Jamie Varley, 37, was found guilty on Monday of murdering and sexually abusing the 13-month-old baby he adopted with his partner, 32-year-old John McGowan-Fazakerley. Varley, a high school teacher, put his hands to his face in shock as the guilty verdicts were read at Preston Crown Court before collapsing to his knees, retching and vomiting.
Preston died at Blackpool Victoria Hospital in July 2023 after suffering 40 external and internal traumatic injuries over a four-month period while in the couple’s care at their home in Blackpool.
Alongside murder, Varley was found guilty of two counts of assault by penetration, five counts of cruelty to a child, grievous bodily harm, sexual assault of a child, 13 counts of taking indecent photos or videos of a child, one of distributing an indecent photo of a child, to his co-accused, and one of making an indecent photo.
McGowan-Fazakerley was found guilty of allowing the death of a child, two counts of child cruelty and one count of the sexual assault of a child.
With both defendants due to be sentenced on Thursday by Mr Justice Turner, an ex-prisoner spoke to the Express about what Varley can expect in jail.
Rich Jones, a former British Army veteran who served seven years for conspiracy to supply cocaine, said the nature of Varley’s offences would make him a target in prison. “These are the worst,” he said. “The lowest of ones. Like Ian Watkins, the one from Lost Prophets, he’s on that kind of level.”
Mr Jones said Varley would likely be sent to a high-security Category A prison, speculating that it might be somewhere like HMP Wakefield, often referred to as “Monster Mansion” due to the large number of gruesome killers, terrorists and high-profile sex offenders housed there.
He added: “He will need to be under protection because he will be got to.
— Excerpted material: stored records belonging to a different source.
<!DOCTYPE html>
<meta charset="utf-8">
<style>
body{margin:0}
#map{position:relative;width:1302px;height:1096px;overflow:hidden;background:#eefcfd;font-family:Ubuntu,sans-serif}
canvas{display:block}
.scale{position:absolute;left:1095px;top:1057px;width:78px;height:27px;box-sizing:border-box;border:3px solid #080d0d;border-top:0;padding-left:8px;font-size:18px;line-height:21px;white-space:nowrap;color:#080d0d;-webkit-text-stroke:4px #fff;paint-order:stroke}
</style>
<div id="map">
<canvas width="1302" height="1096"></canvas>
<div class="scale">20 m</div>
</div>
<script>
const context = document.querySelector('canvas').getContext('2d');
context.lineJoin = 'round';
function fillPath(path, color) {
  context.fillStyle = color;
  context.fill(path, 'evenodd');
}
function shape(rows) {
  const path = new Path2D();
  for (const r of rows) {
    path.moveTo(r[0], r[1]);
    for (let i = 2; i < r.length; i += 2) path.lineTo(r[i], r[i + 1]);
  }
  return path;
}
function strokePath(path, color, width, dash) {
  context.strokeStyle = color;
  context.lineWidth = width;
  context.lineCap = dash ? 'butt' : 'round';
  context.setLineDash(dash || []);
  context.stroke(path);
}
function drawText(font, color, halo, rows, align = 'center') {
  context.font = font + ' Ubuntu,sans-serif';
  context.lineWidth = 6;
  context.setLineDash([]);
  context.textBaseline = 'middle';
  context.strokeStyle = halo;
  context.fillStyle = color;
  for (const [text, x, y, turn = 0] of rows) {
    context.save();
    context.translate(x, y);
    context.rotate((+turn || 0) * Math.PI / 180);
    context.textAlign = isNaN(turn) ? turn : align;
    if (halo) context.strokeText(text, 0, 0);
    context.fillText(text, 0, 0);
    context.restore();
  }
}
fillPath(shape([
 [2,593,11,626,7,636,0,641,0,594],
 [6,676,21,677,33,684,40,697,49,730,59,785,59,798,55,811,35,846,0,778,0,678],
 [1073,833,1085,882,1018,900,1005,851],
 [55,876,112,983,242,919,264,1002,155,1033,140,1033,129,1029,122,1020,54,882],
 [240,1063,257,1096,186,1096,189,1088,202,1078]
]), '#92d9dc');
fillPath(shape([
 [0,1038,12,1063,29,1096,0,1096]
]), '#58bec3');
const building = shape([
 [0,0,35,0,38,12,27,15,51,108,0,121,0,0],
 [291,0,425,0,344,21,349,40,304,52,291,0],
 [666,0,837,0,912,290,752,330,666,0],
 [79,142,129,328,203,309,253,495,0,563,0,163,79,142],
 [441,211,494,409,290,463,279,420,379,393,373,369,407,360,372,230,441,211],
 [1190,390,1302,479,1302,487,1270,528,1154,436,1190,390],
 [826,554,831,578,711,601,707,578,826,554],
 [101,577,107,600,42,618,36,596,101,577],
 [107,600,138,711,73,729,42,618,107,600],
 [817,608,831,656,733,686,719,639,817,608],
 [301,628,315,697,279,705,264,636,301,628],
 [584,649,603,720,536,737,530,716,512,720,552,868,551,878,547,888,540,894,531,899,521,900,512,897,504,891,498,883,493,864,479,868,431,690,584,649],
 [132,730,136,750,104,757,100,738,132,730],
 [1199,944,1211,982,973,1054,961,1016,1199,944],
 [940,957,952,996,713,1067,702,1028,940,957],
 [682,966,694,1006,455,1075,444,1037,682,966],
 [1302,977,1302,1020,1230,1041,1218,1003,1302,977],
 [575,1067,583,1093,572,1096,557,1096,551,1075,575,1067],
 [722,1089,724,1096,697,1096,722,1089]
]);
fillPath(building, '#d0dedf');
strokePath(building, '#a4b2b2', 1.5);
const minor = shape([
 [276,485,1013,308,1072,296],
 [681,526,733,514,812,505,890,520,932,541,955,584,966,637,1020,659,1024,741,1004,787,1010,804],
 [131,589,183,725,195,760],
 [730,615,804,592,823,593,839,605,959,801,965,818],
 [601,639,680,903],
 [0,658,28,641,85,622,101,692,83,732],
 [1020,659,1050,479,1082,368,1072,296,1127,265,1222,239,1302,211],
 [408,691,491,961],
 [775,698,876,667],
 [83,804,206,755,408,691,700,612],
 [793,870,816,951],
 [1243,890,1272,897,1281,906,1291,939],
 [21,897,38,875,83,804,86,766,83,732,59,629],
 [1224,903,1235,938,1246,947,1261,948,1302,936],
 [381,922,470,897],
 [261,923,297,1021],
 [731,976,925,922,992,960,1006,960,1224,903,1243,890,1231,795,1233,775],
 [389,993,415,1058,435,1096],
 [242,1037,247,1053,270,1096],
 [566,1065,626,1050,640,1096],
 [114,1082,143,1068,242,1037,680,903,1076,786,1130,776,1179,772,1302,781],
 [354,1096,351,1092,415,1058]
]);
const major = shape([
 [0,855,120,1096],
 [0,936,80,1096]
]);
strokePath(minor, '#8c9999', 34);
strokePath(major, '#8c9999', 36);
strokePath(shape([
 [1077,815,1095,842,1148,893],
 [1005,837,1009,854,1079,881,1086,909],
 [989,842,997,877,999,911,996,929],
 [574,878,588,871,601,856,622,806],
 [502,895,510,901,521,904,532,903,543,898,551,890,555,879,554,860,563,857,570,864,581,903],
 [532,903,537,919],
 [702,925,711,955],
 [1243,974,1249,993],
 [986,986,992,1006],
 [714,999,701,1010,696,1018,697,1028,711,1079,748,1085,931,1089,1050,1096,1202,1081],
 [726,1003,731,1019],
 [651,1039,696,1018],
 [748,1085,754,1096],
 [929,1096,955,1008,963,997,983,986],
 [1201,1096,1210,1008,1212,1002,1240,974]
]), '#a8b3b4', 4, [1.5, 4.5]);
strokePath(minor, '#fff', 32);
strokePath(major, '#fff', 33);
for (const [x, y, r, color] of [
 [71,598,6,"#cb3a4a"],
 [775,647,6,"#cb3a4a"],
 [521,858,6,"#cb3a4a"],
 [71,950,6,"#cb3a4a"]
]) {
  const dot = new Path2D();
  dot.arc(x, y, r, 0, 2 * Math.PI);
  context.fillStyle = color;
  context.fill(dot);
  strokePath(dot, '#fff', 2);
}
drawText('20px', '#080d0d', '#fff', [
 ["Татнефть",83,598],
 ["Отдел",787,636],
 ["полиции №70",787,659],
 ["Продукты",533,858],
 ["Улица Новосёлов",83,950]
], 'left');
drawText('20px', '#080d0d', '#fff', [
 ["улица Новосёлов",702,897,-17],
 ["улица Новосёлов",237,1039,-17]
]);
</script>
And as you see, they get got to anyway, look at Huntley. Ian Watkins was slashed in the throat a while ago, so they can be found.”
Despite likely being placed on a vulnerable prisoner wing, Mr Jones said he would still be at risk.
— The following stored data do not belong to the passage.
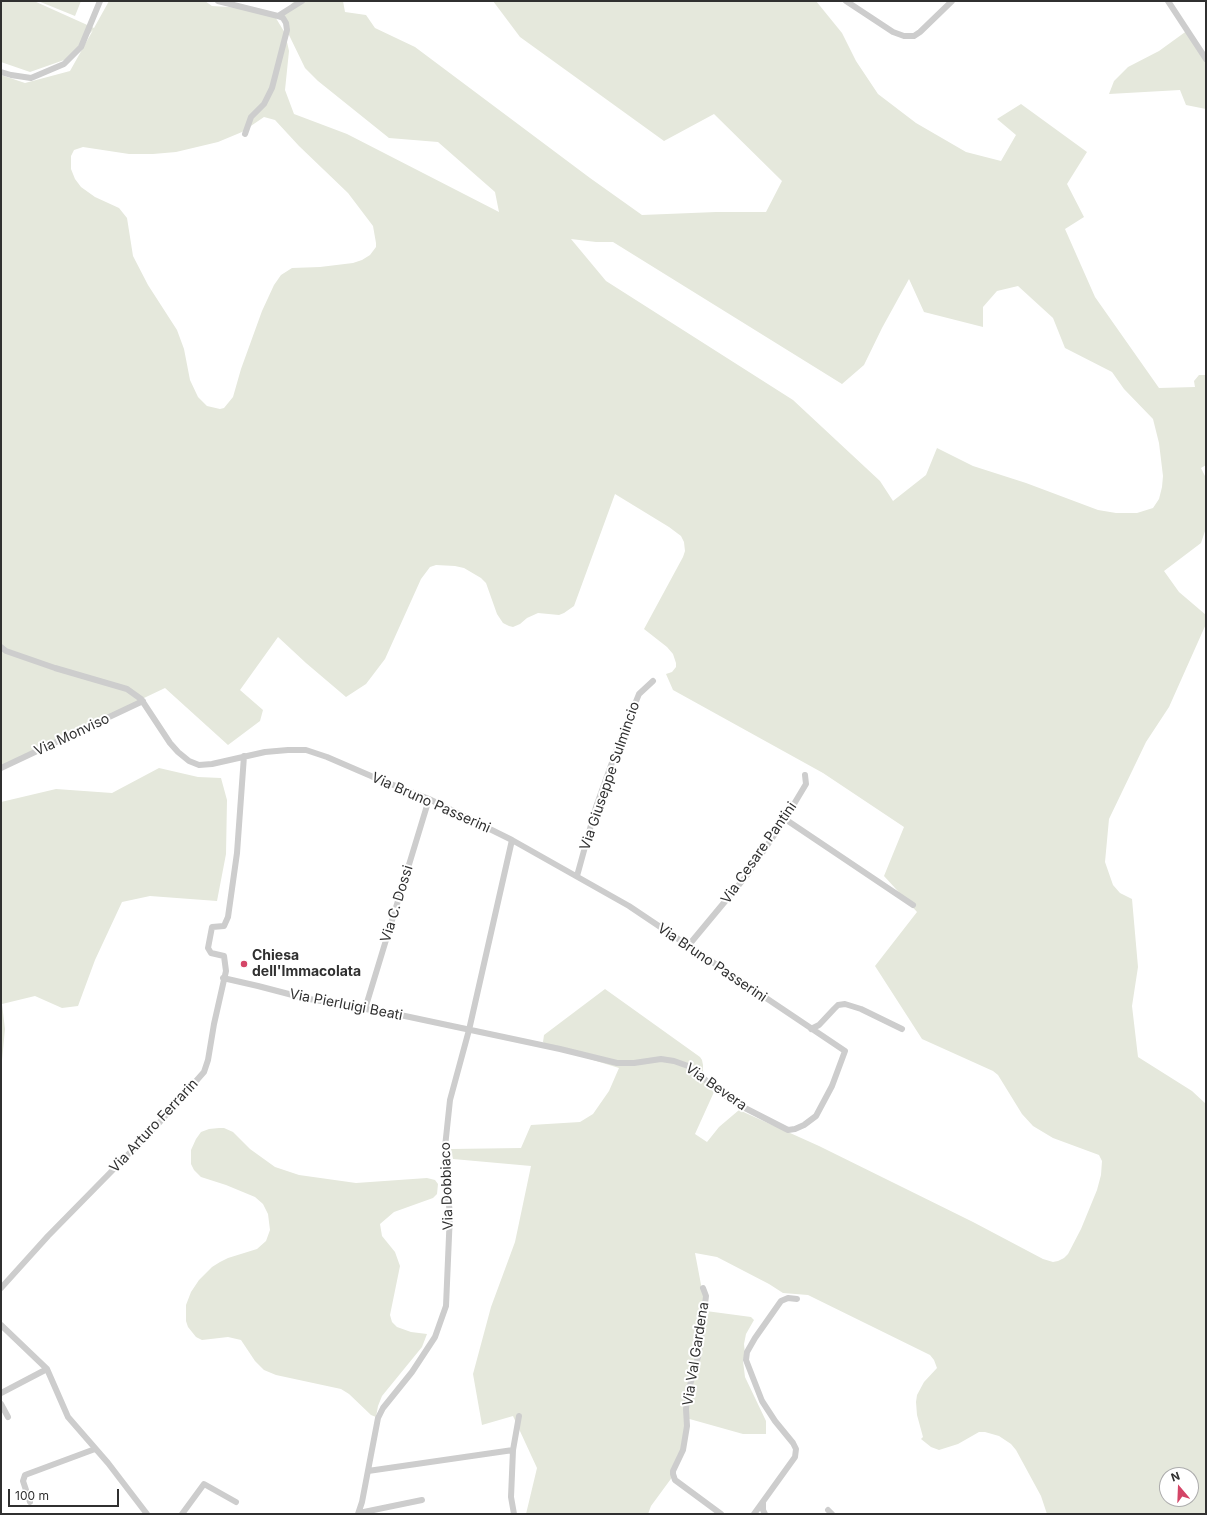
<!DOCTYPE html>
<html>
<head>
<meta charset="utf-8">
<style>
  body { margin:0 }
  #map { position:relative; width:1207px; height:1515px; overflow:hidden; background:#fff; font-family:Inter,sans-serif }
  canvas { display:block }
  .frame { position:absolute; inset:0; border:2px solid #303030; pointer-events:none }
  .north { position:absolute; left:1159px; top:1467px; width:40px; height:40px; box-sizing:border-box; background:#fff; border:1px solid #acacac; border-radius:50%; rotate:341deg; font-size:11px; font-weight:700; line-height:16px; text-align:center; color:#303030 }
  .north::after { content:''; display:block; margin:auto; width:14px; height:18px; background:#d44567; clip-path:polygon(50% 0,100% 100%,50% 72%,0 100%) }
  .scale { position:absolute; left:8px; top:1489px; width:111px; height:18px; box-sizing:border-box; border:2px solid #303030; border-top:0; padding-left:5px; font-size:12px; line-height:14px; white-space:nowrap; color:#303030; -webkit-text-stroke:3px #fff; paint-order:stroke }
</style>
</head>
<body>
<div id="map">
<canvas width="1207" height="1515"></canvas>
<div class="frame"></div>
<div class="north">N</div>
<div class="scale">100 m</div>
</div>
<script>
const ctx = document.querySelector('canvas').getContext('2d');
ctx.lineJoin = 'round';
function paint(path, color) { ctx.fillStyle = color; ctx.fill(path, 'evenodd'); }
const toPath = rows => new Path2D(rows.map(r => 'M' + r).join(''));
function stroke(path, color, width, dash) { ctx.strokeStyle = color; ctx.lineWidth = width; ctx.lineCap = dash ? 'butt' : 'round'; ctx.setLineDash(dash || []); ctx.stroke(path); }
function drawText(font, color, halo, rows, align = 'center') {
  ctx.font = font + ' Inter,sans-serif'; ctx.lineWidth = 4; ctx.setLineDash([]); ctx.textBaseline = 'middle'; ctx.strokeStyle = halo; ctx.fillStyle = color; for (const [text, x, y, turn = 0] of rows) {
    ctx.save(); ctx.translate(x, y); ctx.rotate((+turn || 0) * Math.PI / 180); ctx.textAlign = isNaN(turn) ? turn : align; if (halo) ctx.strokeText(text, 0, 0); ctx.fillText(text, 0, 0); ctx.restore();
  }
}
const green = toPath([
  [1,1,34,1,94,28,109,1,205,1,212,6,262,9,274,15,285,33,289,51,285,90,294,114,347,134,499,212,495,192,438,142,389,138,318,81,305,68,289,35,283,16,292,3,296,1,343,1,345,12,366,15,375,28,415,47,590,178,642,215,716,212,766,212,782,181,714,114,664,141,520,37,493,1,816,1,842,33,856,61,878,94,916,123,966,152,1001,161,1016,135,997,119,1021,104,1087,152,1067,184,1084,217,1065,229,1095,297,1159,388,1195,387,1194,381,1199,375,1206,375,1206,465,1201,468,1206,478,1206,528,1201,543,1164,571,1179,592,1206,615,1206,624,1169,707,1146,742,1109,819,1105,862,1113,885,1120,893,1132,899,1138,967,1132,1006,1138,1057,1192,1091,1206,1104,1206,1514,1047,1514,1041,1496,1016,1450,1011,1444,999,1436,985,1432,979,1432,958,1444,939,1450,931,1447,921,1439,923,1437,917,1415,916,1402,917,1395,924,1382,937,1368,934,1360,930,1355,808,1295,783,1293,769,1284,717,1257,695,1253,706,1311,751,1317,754,1320,746,1334,744,1344,745,1354,743,1361,745,1377,766,1421,766,1434,743,1434,686,1418,681,1451,673,1476,651,1506,648,1514,526,1514,537,1468,513,1416,482,1425,473,1374,491,1307,515,1242,531,1166,453,1159,451,1149,521,1148,531,1125,580,1122,593,1114,609,1091,619,1068,547,1046,543,1042,544,1035,605,989,700,1057,702,1060,703,1065,703,1075,707,1085,714,1092,695,1134,707,1142,719,1127,739,1110,819,1146,973,1222,1043,1259,1053,1262,1058,1261,1064,1258,1068,1254,1081,1229,1097,1190,1101,1175,1102,1161,1099,1155,1053,1138,1033,1126,1022,1114,998,1075,993,1071,922,1039,875,966,917,912,884,876,904,827,823,773,673,690,666,674,672,672,676,667,676,663,673,654,667,647,644,629,683,557,685,551,684,542,681,536,669,527,615,494,574,606,564,613,559,615,538,613,527,618,520,624,513,627,509,626,503,623,497,614,486,583,481,578,464,568,455,566,436,565,430,567,421,579,385,659,366,684,346,697,306,663,278,637,240,690,263,710,260,721,228,745,165,688,1,766,1,75,25,83,70,71,93,30,67,59,30,72,1,62],
  [264,117,275,120,299,146,348,193,373,226,376,243,376,247,370,255,362,260,353,263,320,267,292,268,281,275,274,285,262,311,241,369,233,397,224,408,220,409,207,406,198,397,190,380,184,349,177,330,148,285,133,256,127,218,119,208,95,197,81,187,75,179,71,169,71,156,74,150,83,147,129,154,153,154,176,152,218,142,242,132],
  [571,239,596,242,613,242,842,384,864,365,882,328,909,279,924,312,983,327,983,307,997,291,1018,286,1053,318,1065,348,1112,372,1124,389,1153,419,1159,443,1163,476,1162,487,1159,499,1153,508,1137,513,1116,513,1098,510,1026,483,973,466,937,448,926,475,893,501,880,481,793,400,606,281],
  [1167,1475,1191,1475,1191,1499,1167,1499],
  [38,1,81,1,75,16],
  [1188,30,1206,60,1206,109,1186,105,1180,90,1109,94,1114,81,1128,67,1159,51],
  [159,768,198,777,221,778,227,800,226,854,217,901,150,896,122,902,95,960,78,1006,62,1008,35,996,2,1004,5,1029,1,1071,1,802,56,789,112,793],
  [219,1128,224,1128,233,1132,250,1149,275,1167,299,1175,356,1183,427,1178,435,1180,438,1184,437,1194,433,1198,394,1212,380,1224,382,1236,395,1252,400,1266,390,1315,392,1322,397,1327,411,1332,427,1334,422,1347,382,1396,378,1406,376,1417,371,1415,349,1394,341,1389,276,1375,264,1370,255,1361,241,1340,228,1337,202,1340,196,1337,188,1327,186,1321,186,1305,191,1292,199,1280,212,1267,220,1262,228,1258,257,1249,266,1241,270,1230,268,1214,263,1204,255,1197,226,1185,201,1177,194,1170,191,1164,191,1150,196,1139,201,1132,209,1129]
]);
const street = toPath([
  [218,1,278,16,283,18,286,23,287,30,272,88,264,104,251,117,245,134],
  [846,1,893,32,904,36,914,36,920,32,952,1],
  [1168,1,1206,59],
  [278,16,302,1],
  [1,72,11,75,31,78,64,64,81,47,100,1],
  [1,647,6,651,55,668,127,689,141,699,170,743,178,752,189,761,199,765,212,764,265,752,288,750,306,750,327,757,378,779,429,799,512,840,629,906,845,1051,832,1086,816,1116,804,1125,795,1129,788,1130,743,1107,727,1097,688,1066,674,1061,661,1059,634,1063,617,1063,560,1049,405,1016,304,998,258,986,223,978],
  [1,768,143,701],
  [785,819,913,905],
  [577,876,596,807,618,746,639,694,653,681],
  [688,946,747,875,785,819,806,784,805,775],
  [365,1009,429,799],
  [811,1029,819,1025,834,1009,838,1005,845,1004,861,1009,902,1029],
  [1,1288,48,1236,158,1124,204,1072,208,1060,214,1024,226,971,224,956,211,953,208,948,212,927,224,926,228,917,237,853,244,756],
  [703,1288,706,1296,701,1338,698,1357,688,1392,686,1409,687,1426,683,1450,673,1471,673,1474,675,1480,721,1514],
  [1,1325,47,1369,68,1417,108,1463,147,1514],
  [1,1393,47,1369],
  [1,1404,8,1417],
  [368,1471,513,1450],
  [30,1502,23,1481,25,1475,95,1449],
  [763,1502,763,1510,765,1514],
  [828,1510,832,1514],
  [359,1513,422,1500],
  [182,1514,204,1484,236,1502],
  [358,1514,362,1502,378,1418,383,1408,412,1372,435,1337,446,1306,450,1213,445,1175,445,1147,450,1100,469,1030,512,840],
  [514,1514,511,1497,513,1450,519,1416],
  [754,1514,795,1457,796,1449,793,1443,775,1421,762,1401,746,1360,747,1352,755,1338,781,1301,788,1298,797,1299]
]);
const markers = [
  [244,964,4,"#d44567"]
];
const streetNames = [
  ["Via Monviso",72,735,-25],
  ["Via Giuseppe Sulmincio",610,776,-71],
  ["Via Bruno Passerini",431,803,24],
  ["Via Cesare Pantini",759,853,-55],
  ["Via C. Dossi",397,904,-73],
  ["Via Bruno Passerini",712,963,34],
  ["Via Pierluigi Beati",346,1005,11],
  ["Via Bevera",716,1087,35],
  ["Via Arturo Ferrarin",154,1126,-47],
  ["Via Dobbiaco",447,1186,-92],
  ["Via Val Gardena",696,1354,-81]
];
const poiNames = [
  ["Chiesa",252,956],
  ["dell'Immacolata",252,972]
];
paint(green, '#e5e8dc');
stroke(street, '#cdcdcd', 6);
for (const [x, y, r, color] of markers) { const dot = new Path2D(); dot.arc(x, y, r, 0, 2 * Math.PI); ctx.fillStyle = color; ctx.fill(dot); stroke(dot, '#fff', 1.5); }
drawText('14px', '#303030', '#fff', streetNames);
drawText('bold 14px', '#303030', '#fff', poiNames, 'left');
</script>
</body>
</html>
“With his level of offence, even if he is in segregation, there will be others in there, still really moody offences, but they will still be looking for a bit of kudos to get him because of the severity of what he has done,” Mr Jones, who is now the published author of his Long Lost Soldier series, said.
“There is even a hierarchy within the sex offenders – and he is at the very bottom of that. So yeah, he will get done.”
He added: “Another way people will access him is if somebody on the wing has a debt of some kind, and they want a vendetta, the person they owe money to might say: ‘Well look, I will wind your debt off if you go and do him in your cell.’ So there’s loads of things that could potentially happen, and none of them are going to be good.”
Following the verdicts, Karen Tonge of the Crown Prosecution Service said it was one of the “most shocking and horrific cases” she had dealt with in her career.
She said: “Jamie Varley and John McGowan-Fazakerley had a responsibility to care for and protect baby Preston. They violated that responsibility and 13-month-old Preston was abused with sickening ease.
“It is difficult to comprehend how the very people who should have loved him could inflict such awful physical and sexual harm on an innocent child. No child should have to go through what Preston went through in the last four months of his short life and I cannot begin to imagine the toll this has taken on those that loved Preston. My thoughts remain with them all.”